Washington — New White House chief of staff Howard Baker Jr. is a political middle-of-the-roader with formidable government experience and a talent for defusing short fuses. Less than three weeks ago, the former Senate Republican leader from Tennessee was telling reporters that his inclination and desire -- ``no bones about it'' -- was to run for the Republican presidential nomination in 1988.
But the storm raised by the Iran-contra affair has swept Mr. Baker into the White House as chief of staff, leaving thoughts of a presidential campaign far behind.
His appointment is being hailed by both Republicans and Democrats in Congress. On Capitol Hill Baker is widely viewed as someone able to get a two-way line of communication and cooperation flowing again.
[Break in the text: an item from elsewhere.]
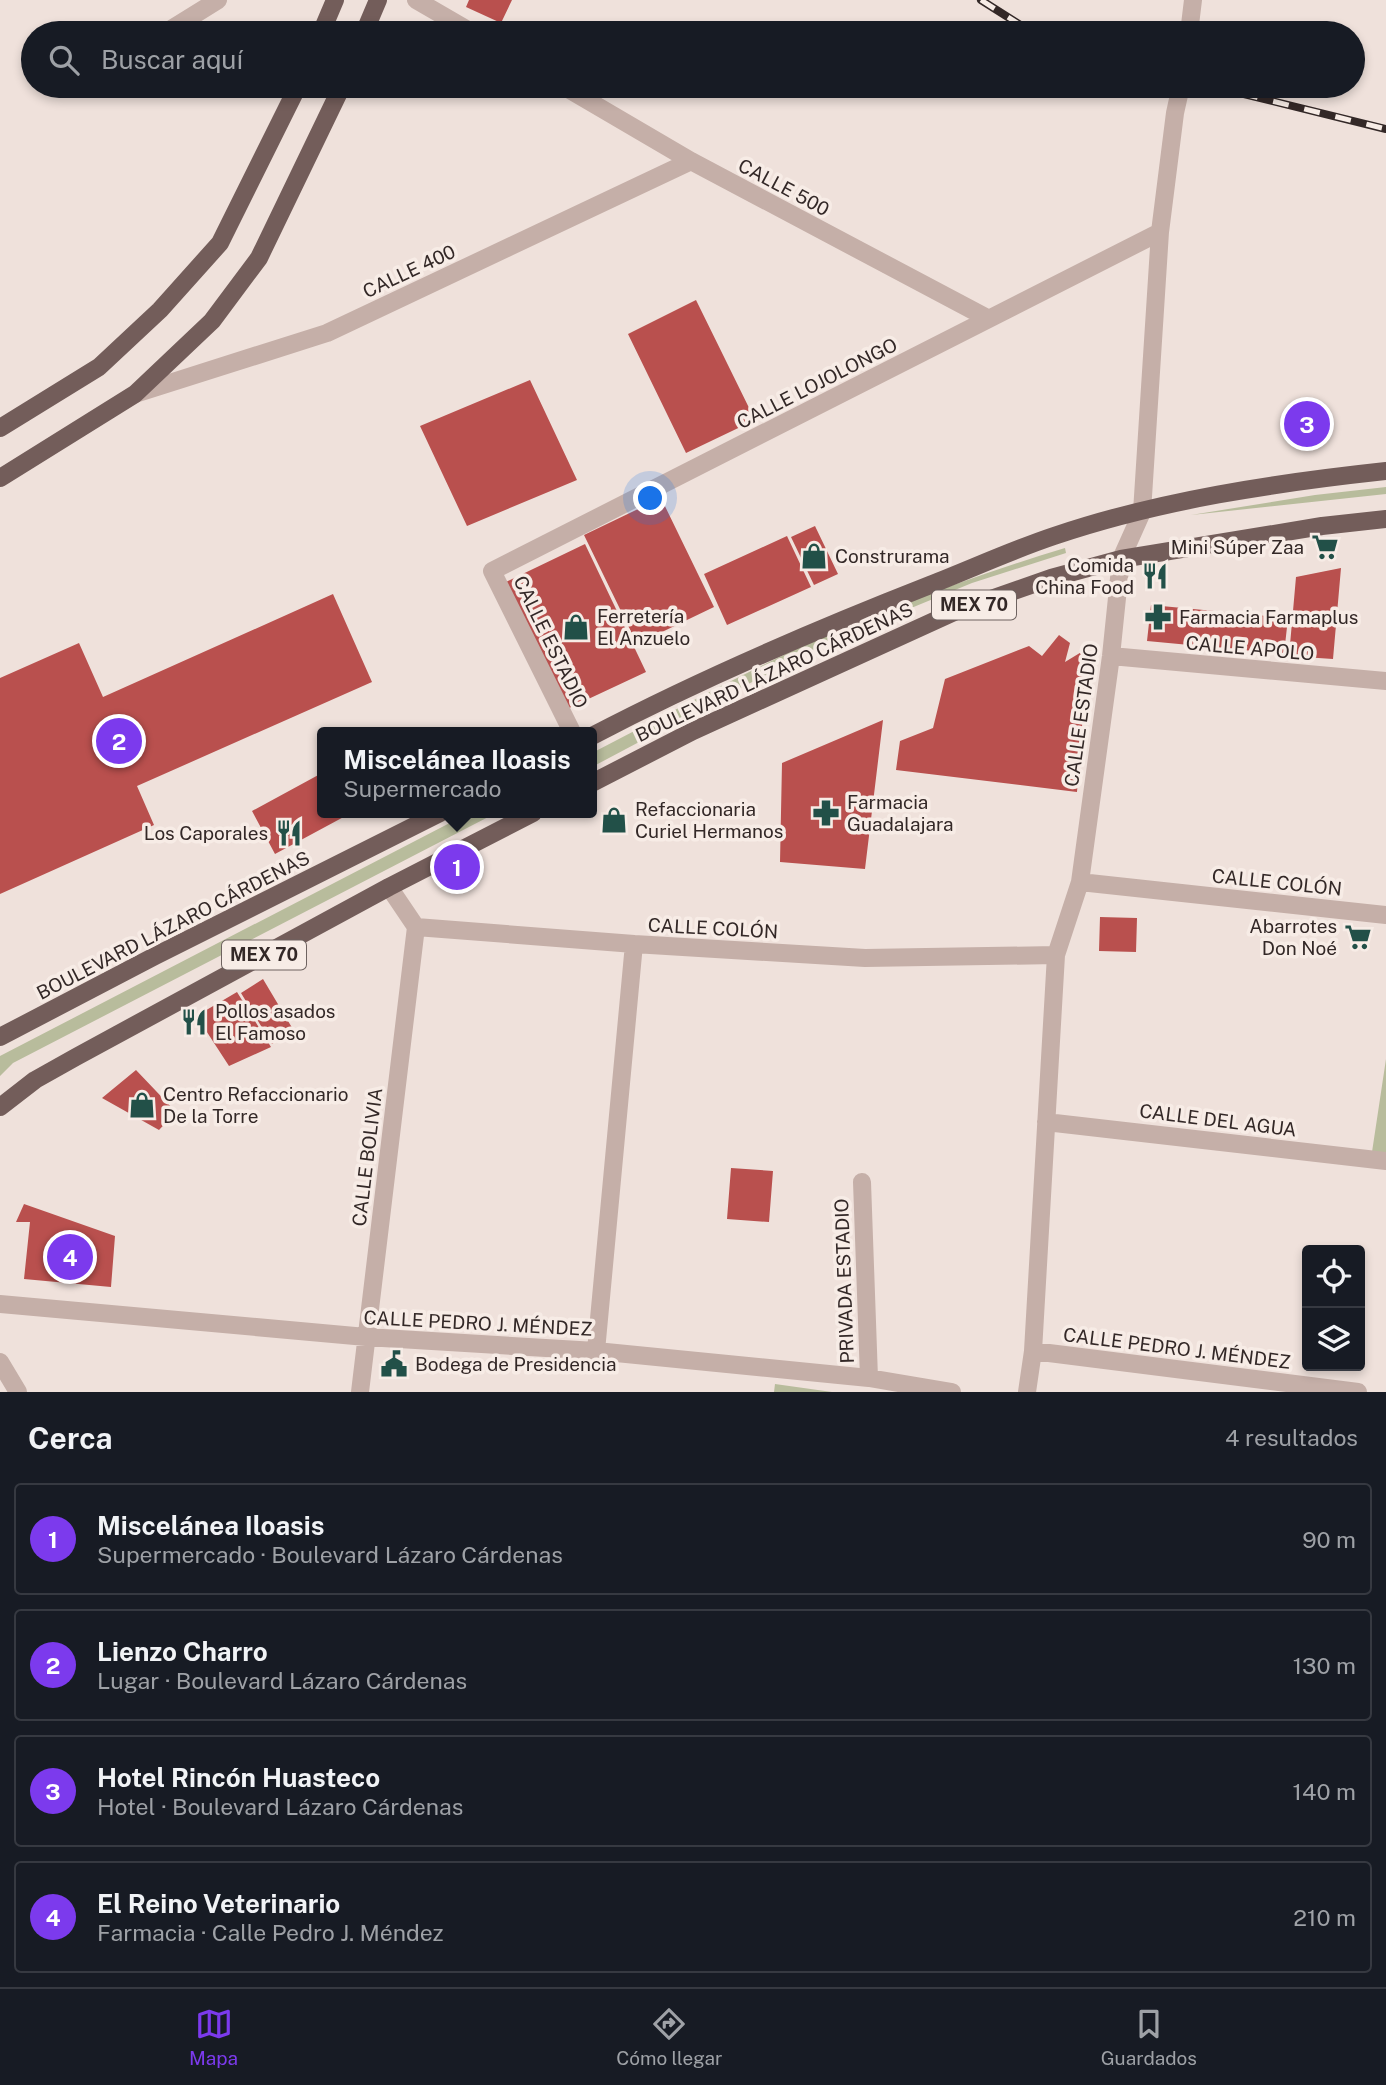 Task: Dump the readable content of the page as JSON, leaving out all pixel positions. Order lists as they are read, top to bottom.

And Baker says he intends to do that while serving as the President's ``spear carrier'' and promoter of his programs in the final two years of his administration.
The senator first came to prominence in 1973 as vice-chairman of the Senate Watergate Committee. He fixed himself in the national memory with his question: ``What did the President know and when did he know it.''
As Senate majority leader beginning in 1981, Baker found himself managing a bloc that ranged the political spectrum during a time when the conservatives were vocally impatient for action. ``I've been able to erect a tent under which most people can sit and sing,'' Baker said.
Some conservatives distrusted Baker, even though he could claim credit for steering many of Reagan's top-priority items through Congress and could point to a generally conservative voting record, including his support for the Vietnam war and larger defense spending.
Conservatives grumbled about his votes for the Panama Canal treaties, and some complained that he had not pushed strongly enough for social legislation they wanted to enact.
Some critics said Baker was too quick to compromise. But supporters said that forging compromises to keep the legislative wheels turning was his greatest strength.
Others hailed his mastery of coalition politics, his pragmatism, his patience, his collegiality, his willingness to spread praise, and his unwillingness to get into losing fights.
Now, facing perhaps his toughest challenge, the former senator must try to get a derailed administration back on track.